RTSH 1, (RTSH një) formerly known as TVSH (Televizioni Shqiptar), is an Albanian television channel owned by Radio Televizioni Shqiptar (RTSH). It is the broadcaster's main channel, with a generalist output.

==History==
TVSH made its first experimental broadcast on 29 April 1960, available initially only in Tirana. Launch day output included a children's film, a documentary, a concert and a feature film. The channel broadcast three to three-and-a-half hours a day every day on VHF channel 2 in the Russian standard. At launch time, the channel had no taping facilities. The first news service, Revista Televizive, began in 1963. Its first outside broadcast was that of a football match in 1965. Not long after, in 1966, TVSH began regular daily broadcasts, which led to an increase in employees. Nationwide broadcasts began in 1971, then in 1972, it broadcast a football match relayed from RAI's Programma Nazionale.

Albania's rupture with the Warsaw Pact led to a phase in which TVSH was struggling to operate, coupled with low airtime, lack of staff and lack of quality. Albanians began rerouting their VHF antennas to pick up signals from RAI, RTT and, occasionally, RTB. RTSH boosted RAI 1's signal, but jammed TG1 and other programs regularly. Technical aid from the BBC, Office Nationale du Canada and Italian company Savise Semex were rejected. Chinese aid disappeared in 1978. RAI received a permit from the authorities to film a report on the dire conditions of the country, but later faced problems from RTSH directors when two Austrian filmmakers arrived there.
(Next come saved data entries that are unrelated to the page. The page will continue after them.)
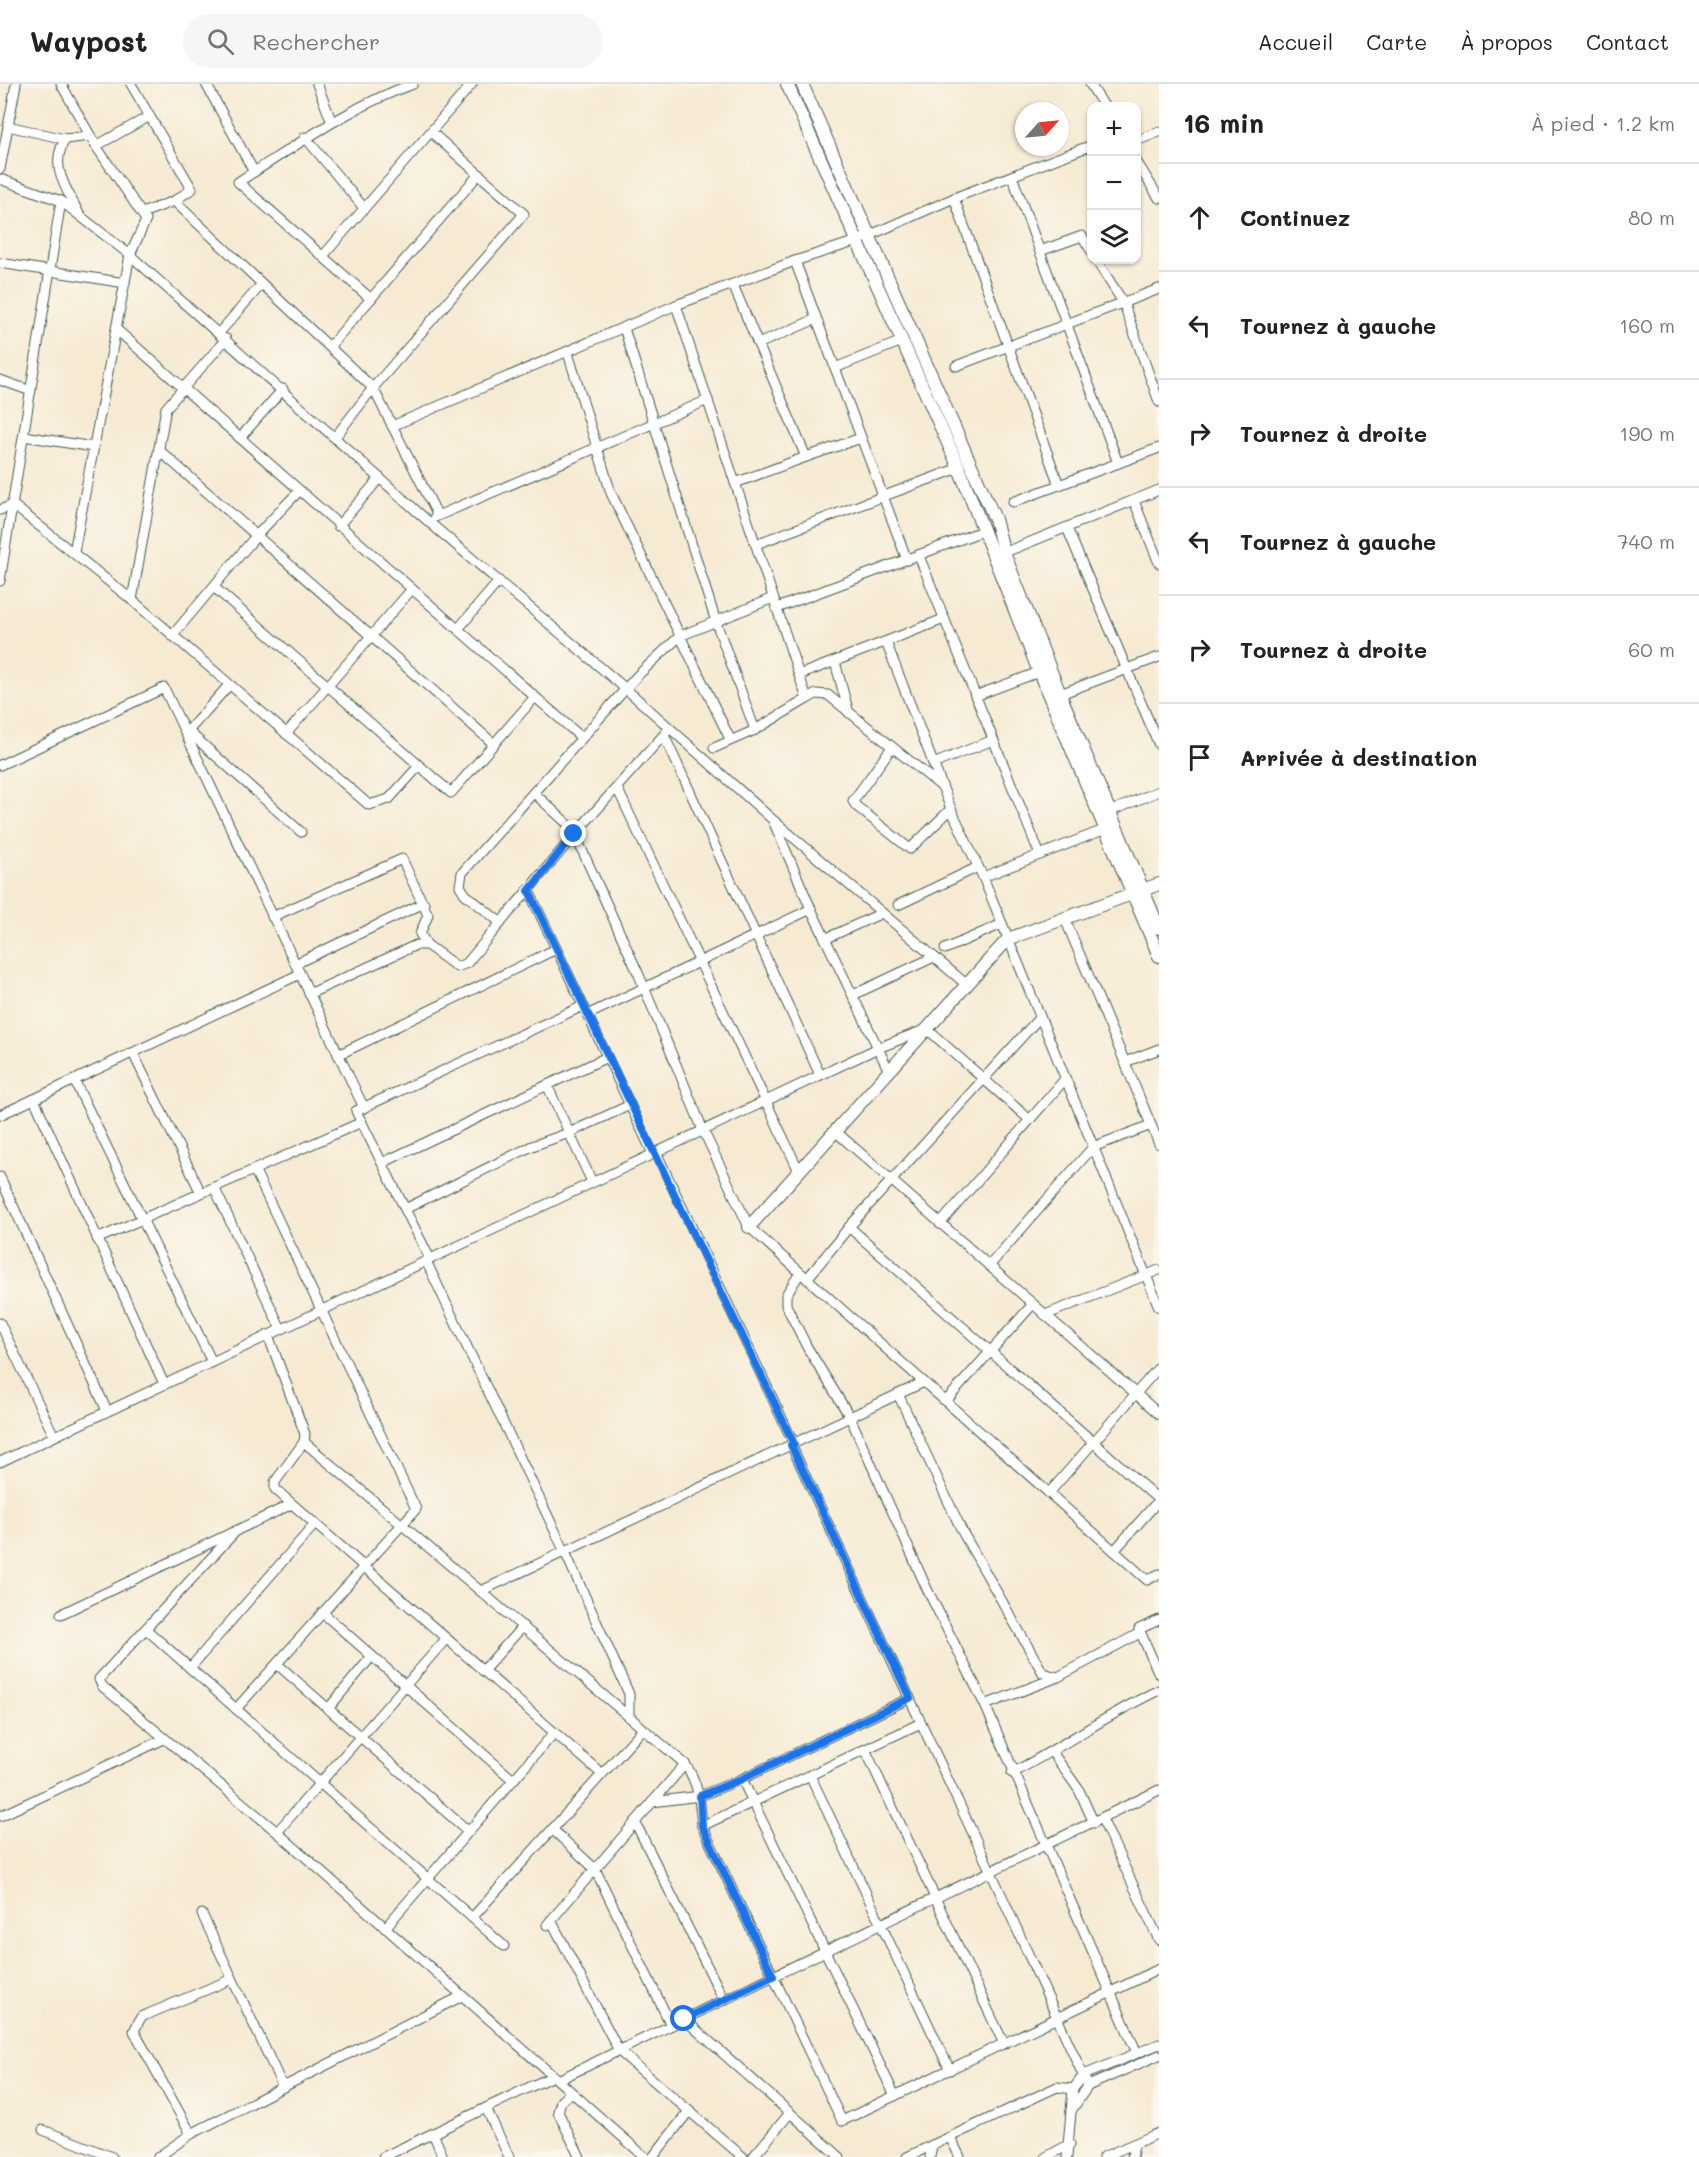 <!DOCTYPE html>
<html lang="fr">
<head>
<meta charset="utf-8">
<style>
  body { margin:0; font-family:Mali,sans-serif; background:#f6f6f6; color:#222 }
  .controls { position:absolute; right:18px; top:18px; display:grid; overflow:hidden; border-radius:12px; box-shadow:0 2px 4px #0004 }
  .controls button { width:54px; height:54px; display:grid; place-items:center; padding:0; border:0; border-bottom:2px solid #e0e0e0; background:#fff; color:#222; font:30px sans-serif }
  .compass { position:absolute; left:1015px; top:18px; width:54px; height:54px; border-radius:50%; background:#fff; box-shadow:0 2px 4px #0004; rotate:63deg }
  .stop { position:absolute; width:18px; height:18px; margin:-14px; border:4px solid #1a73e8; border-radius:50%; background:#fff }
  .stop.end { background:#1a73e8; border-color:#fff; box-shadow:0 2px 6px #0008 }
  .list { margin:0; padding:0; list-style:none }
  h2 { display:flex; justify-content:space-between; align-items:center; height:78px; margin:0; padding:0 24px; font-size:26px }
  h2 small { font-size:20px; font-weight:400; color:#767676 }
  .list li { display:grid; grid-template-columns:39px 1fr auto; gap:18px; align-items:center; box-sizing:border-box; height:108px; padding:0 24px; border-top:2px solid #e0e0e0 }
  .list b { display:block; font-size:22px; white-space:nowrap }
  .list em { font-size:20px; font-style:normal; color:#767676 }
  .icon { flex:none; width:33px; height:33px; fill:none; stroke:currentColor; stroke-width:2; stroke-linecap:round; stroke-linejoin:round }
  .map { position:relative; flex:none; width:1159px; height:2073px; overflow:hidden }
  header { display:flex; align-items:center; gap:36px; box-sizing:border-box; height:84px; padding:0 30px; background:#fff; border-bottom:2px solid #e0e0e0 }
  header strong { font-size:28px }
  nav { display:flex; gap:33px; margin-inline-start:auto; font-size:21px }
  .search { width:420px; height:54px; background:#f6f6f6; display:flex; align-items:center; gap:15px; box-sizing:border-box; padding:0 21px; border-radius:33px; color:#767676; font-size:22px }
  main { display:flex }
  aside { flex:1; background:#fff }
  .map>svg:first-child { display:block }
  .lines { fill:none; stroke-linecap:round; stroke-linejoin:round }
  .minor-casing { stroke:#3f574c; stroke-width:11 }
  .tertiary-casing { stroke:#3f574c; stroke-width:14 }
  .minor { stroke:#fff; stroke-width:9 }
  .tertiary { stroke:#fff; stroke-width:12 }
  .route { stroke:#1a73e8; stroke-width:8 }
</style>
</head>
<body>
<header>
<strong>Waypost</strong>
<div class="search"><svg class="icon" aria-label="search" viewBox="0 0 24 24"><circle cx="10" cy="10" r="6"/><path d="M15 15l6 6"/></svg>Rechercher</div>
<nav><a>Accueil</a><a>Carte</a><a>À propos</a><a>Contact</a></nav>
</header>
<main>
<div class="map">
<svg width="1159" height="2073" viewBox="0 0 1159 2073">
  <rect width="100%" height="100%" fill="#fbf7ec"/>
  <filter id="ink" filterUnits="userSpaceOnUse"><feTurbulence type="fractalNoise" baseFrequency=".0167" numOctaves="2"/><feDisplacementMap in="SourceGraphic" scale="12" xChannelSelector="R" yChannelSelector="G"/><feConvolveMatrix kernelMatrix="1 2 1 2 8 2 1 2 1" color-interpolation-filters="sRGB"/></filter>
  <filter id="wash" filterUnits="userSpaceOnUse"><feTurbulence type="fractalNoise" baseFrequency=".008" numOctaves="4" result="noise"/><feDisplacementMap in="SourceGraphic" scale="24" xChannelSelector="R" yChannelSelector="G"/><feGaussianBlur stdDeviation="1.35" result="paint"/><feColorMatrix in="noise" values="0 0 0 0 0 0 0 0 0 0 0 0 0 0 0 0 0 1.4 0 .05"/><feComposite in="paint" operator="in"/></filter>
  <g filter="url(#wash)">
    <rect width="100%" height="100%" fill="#f6ead3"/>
  </g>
  <g filter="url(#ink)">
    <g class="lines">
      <g class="minor-casing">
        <g id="minor">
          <path d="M61,0L96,62L146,136L130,171L74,468"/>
          <path d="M131,0L192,105L174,117L142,129"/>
          <path d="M206,0L254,88"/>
          <path d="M317,0L331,36"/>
          <path d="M1090,0L1104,22"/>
          <path d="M8,42L65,55L90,52"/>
          <path d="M305,53L364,124"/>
          <path d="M65,55C49,83 66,103 79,130"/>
          <path d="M1136,57L1159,48"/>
          <path d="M96,62L148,33"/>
          <path d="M1136,77L1159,114"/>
          <path d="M0,85L16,0"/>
          <path d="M1012,92L1118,379"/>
          <path d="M0,95L61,117L130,171L430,439L626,605L773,736L967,901"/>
          <path d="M954,114L1059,401"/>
          <path d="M174,117L373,304L437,430"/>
          <path d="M1040,167L1082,152L1092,168"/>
          <path d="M323,172L472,0"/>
          <path d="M1096,176L1123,218L1159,318"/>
          <path d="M795,177L907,476"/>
          <path d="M0,179L125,199"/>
          <path d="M733,201L806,373L735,399"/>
          <path d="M371,215L238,98C296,62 348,23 413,0"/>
          <path d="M676,221L807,615L755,646L714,664"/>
          <path d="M624,244L716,538L755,646"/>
          <path d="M117,246L582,654"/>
          <path d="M219,249L261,201"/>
          <path d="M758,260L816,235"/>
          <path d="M330,262L479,90"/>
          <path d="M568,269L611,409L730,655"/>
          <path d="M956,282L1159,205"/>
          <path d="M835,284L902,257"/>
          <path d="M0,296L31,307"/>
          <path d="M392,342L676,221L795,177L857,157L954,114L1092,61"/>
          <path d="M24,352L93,363"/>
          <path d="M336,352L373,304L524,130L431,48"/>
          <path d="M240,354L283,305"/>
          <path d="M160,367L494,660"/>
          <path d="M806,373L861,354"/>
          <path d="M1134,417L1159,479"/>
          <path d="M1013,418L1159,364"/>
          <path d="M0,426L13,421L132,516L369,721L389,715L419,682"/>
          <path d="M435,433L708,316"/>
          <path d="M338,442L380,394"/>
          <path d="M1067,444L1159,661"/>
          <path d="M756,460L959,384"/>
          <path d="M998,471L1159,406"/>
          <path d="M919,472L1040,771"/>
          <path d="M0,497L61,117"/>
          <path d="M215,504L451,709L535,613"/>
          <path d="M132,516L166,324L226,255"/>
          <path d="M777,524L985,446"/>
          <path d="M458,545L499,497"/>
          <path d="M172,552L256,452L299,407"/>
          <path d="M886,558L951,725L983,793L1159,1223"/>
          <path d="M835,578L849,629"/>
          <path d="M799,591L944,535"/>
          <path d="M229,601L188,647L301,748"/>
          <path d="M1060,610L1159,573"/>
          <path d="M975,612L1039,588"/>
          <path d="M807,615L816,610L828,611L942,703"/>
          <path d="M286,650L412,505"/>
          <path d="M664,651L820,991"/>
          <path d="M892,663L853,717L856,722L910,765L951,725"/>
          <path d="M933,680L993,656"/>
          <path d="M0,681L164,604L364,1024"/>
          <path d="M617,704L799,1087"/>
          <path d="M534,709L572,744L639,891L703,1046L749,1143L1147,1496L1159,1490"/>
          <path d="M1109,728L1159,707"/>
          <path d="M774,739L811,825L889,987"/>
          <path d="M983,793L1106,745"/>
          <path d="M529,807L653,1070"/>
          <path d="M898,821L978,783"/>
          <path d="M272,833L402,775L428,831L420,850L427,861"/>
          <path d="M1065,835L1159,1060"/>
          <path d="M501,839L465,810L460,802L462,789L637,592L680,552L773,514"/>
          <path d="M825,855L882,829"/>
          <path d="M945,865L1002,840"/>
          <path d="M295,880L424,819"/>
          <path d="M309,910L416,861H427L457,883L467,879L575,750L669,645"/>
          <path d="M853,911L934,873"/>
          <path d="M587,931L811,825"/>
          <path d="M133,969L201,1109"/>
          <path d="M338,971L556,865"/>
          <path d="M1125,978L1159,965"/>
          <path d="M74,996L212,1278"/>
          <path d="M547,1001L592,1098"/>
          <path d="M34,1015L164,1300"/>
          <path d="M0,1031L300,890"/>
          <path d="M835,1047L1159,1330"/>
          <path d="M656,1068L794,1360"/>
          <path d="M382,1079L607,973"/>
          <path d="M0,1093L107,1327"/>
          <path d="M214,1103L281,1245"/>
          <path d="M405,1125L532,1062L569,1049L630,1021"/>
          <path d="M940,1140L1065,995"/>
          <path d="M849,1143L1159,1416"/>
          <path d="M97,1155L362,1038"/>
          <path d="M430,1175L356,1027L583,922"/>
          <path d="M426,1177L565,1468L629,1610V1633"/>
          <path d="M989,1182L1093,1063L1151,1041"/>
          <path d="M800,1189L786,1211V1221L807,1263L850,1333L927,1505L985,1621L1137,1969"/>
          <path d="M807,1195L849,1143L1040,933"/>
          <path d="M1045,1231L1159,1186"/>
          <path d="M0,1239L54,1352"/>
          <path d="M268,1251L305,1350L304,1358L275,1398V1405L602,1690"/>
          <path d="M898,1310L963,1449L1043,1589L1058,1593L1140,1549"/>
          <path d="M946,1317L1033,1220"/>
          <path d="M304,1358L685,1680C699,1700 700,1718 702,1742L842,2037L1159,1885"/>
          <path d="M791,1361L991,1788L1088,2002"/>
          <path d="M0,1378L878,964L927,945L1030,1036"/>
          <path d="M1049,1409L1159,1283"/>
          <path d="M236,1447L99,1595L102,1602L277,1748L645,2073"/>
          <path d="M1114,1467L1159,1416"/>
          <path d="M481,1507L924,1298"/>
          <path d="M323,1529L513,1696"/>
          <path d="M61,1530L292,1420"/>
          <path d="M1159,1536L1139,1545L1159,1590"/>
          <path d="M147,1546L504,1862"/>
          <path d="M277,1580L468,1747"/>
          <path d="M190,1584L315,1440"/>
          <path d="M483,1587L523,1542"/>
          <path d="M985,1621L1058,1593"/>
          <path d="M236,1625L416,1425L255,1087"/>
          <path d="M328,1625L372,1572"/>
          <path d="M865,1665L1004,1960"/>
          <path d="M1052,1668L1079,1706L1094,1739"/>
          <path d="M1012,1689C1062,1663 1108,1630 1159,1606"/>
          <path d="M810,1691L950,1986"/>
          <path d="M742,1695L895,2012"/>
          <path d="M652,1718L700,1712L742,1695L910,1614"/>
          <path d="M0,1732L164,1655"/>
          <path d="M1102,1735L1159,1856"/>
          <path d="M635,1738L724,1916"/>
          <path d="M702,1742L921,1639"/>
          <path d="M552,1745L595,1785L671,1941"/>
          <path d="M277,1748L446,1555"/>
          <path d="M202,1830L283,2003"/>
          <path d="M472,1834L643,1645"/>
          <path d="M551,1836L619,1967L743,2073"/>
          <path d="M547,1841L685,1680"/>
          <path d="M385,1844L554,1649"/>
          <path d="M684,1935L840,2073"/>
          <path d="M558,1996L1159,1706"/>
          <path d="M571,2008L561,2017L558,2028L580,2073"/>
          <path d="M486,2024L509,2073"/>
          <path d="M1071,2027L1088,2002L1159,1971"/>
          <path d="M43,2046L112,2073"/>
          <path d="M433,2049L443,2073"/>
          <path d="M191,2050L134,1947L141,1933L232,1895"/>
          <path d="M950,2053L960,2073"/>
          <path d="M158,2073L191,2050L462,1912"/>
          <path d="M383,2073L553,1992"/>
          <path d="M653,2073L689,2027"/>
          <path d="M753,2073L790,2029"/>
          <path d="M907,2073L1057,2003L1073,2005"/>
          <path d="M930,2073L932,2061"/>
          <path d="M1046,2073L1070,2060"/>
          <path d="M1067,2073L1073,2005L1084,1991L1159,1960"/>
          <path d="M1103,2073L1159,2049"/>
          <path d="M1132,2073L1134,2060"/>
        </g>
      </g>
      <g class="tertiary-casing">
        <g id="tertiary">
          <path d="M787,0L959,384L1039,588L1159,872"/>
          <path d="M802,0L995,435L1004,469L1060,610L1159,844"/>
          <path d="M749,1143L1008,855L1159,800"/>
        </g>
      </g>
      <use href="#minor" class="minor"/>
      <use href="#tertiary" class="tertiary"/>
    </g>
  </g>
  <g class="lines" filter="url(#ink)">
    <path class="route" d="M574,750L529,807L794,1360L791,1361L910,1614L742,1695L700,1712L702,1742L773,1892L684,1935"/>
  </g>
</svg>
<div class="controls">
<button>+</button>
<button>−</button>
<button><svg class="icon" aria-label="layers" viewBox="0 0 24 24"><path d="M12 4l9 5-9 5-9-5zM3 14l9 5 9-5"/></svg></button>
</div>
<svg class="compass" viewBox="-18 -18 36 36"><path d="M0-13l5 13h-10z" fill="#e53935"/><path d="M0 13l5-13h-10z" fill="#767676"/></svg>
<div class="stop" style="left:684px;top:1935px"></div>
<div class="stop end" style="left:574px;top:750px"></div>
</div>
<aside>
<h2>16 min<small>À pied · 1.2 km</small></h2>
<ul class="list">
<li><svg class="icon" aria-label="ahead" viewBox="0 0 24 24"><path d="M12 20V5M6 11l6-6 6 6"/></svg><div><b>Continuez</b></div><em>80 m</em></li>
<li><svg class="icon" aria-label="left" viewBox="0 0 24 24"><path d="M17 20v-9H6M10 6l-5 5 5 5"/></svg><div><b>Tournez à gauche</b></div><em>160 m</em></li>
<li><svg class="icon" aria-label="right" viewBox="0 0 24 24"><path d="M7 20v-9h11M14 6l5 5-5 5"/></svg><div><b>Tournez à droite</b></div><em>190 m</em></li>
<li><svg class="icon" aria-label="left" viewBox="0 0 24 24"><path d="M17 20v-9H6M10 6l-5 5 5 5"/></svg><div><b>Tournez à gauche</b></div><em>740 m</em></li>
<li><svg class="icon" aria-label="right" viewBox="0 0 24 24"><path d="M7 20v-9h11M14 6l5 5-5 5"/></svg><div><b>Tournez à droite</b></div><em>60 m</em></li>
<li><svg class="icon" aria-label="arrive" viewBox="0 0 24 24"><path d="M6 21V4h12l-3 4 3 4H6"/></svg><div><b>Arrivée à destination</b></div></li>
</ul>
</aside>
</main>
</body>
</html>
After airing a Papal sermon by mistake, TVSH started imposing stricter laws for acquired programming.

Color broadcasts started in 1981, becoming one of the last in Europe to convert; by 1983, 70% of its programming was in color.

Beginning in 1993, TVSH started satellite broadcasts (later starting a separate international channel, RTSH Satelit), while in 1995, it lost its monopoly.

The collapse of the Albanian communist regime has caused TVSH to continue serving the interests of the ruling party.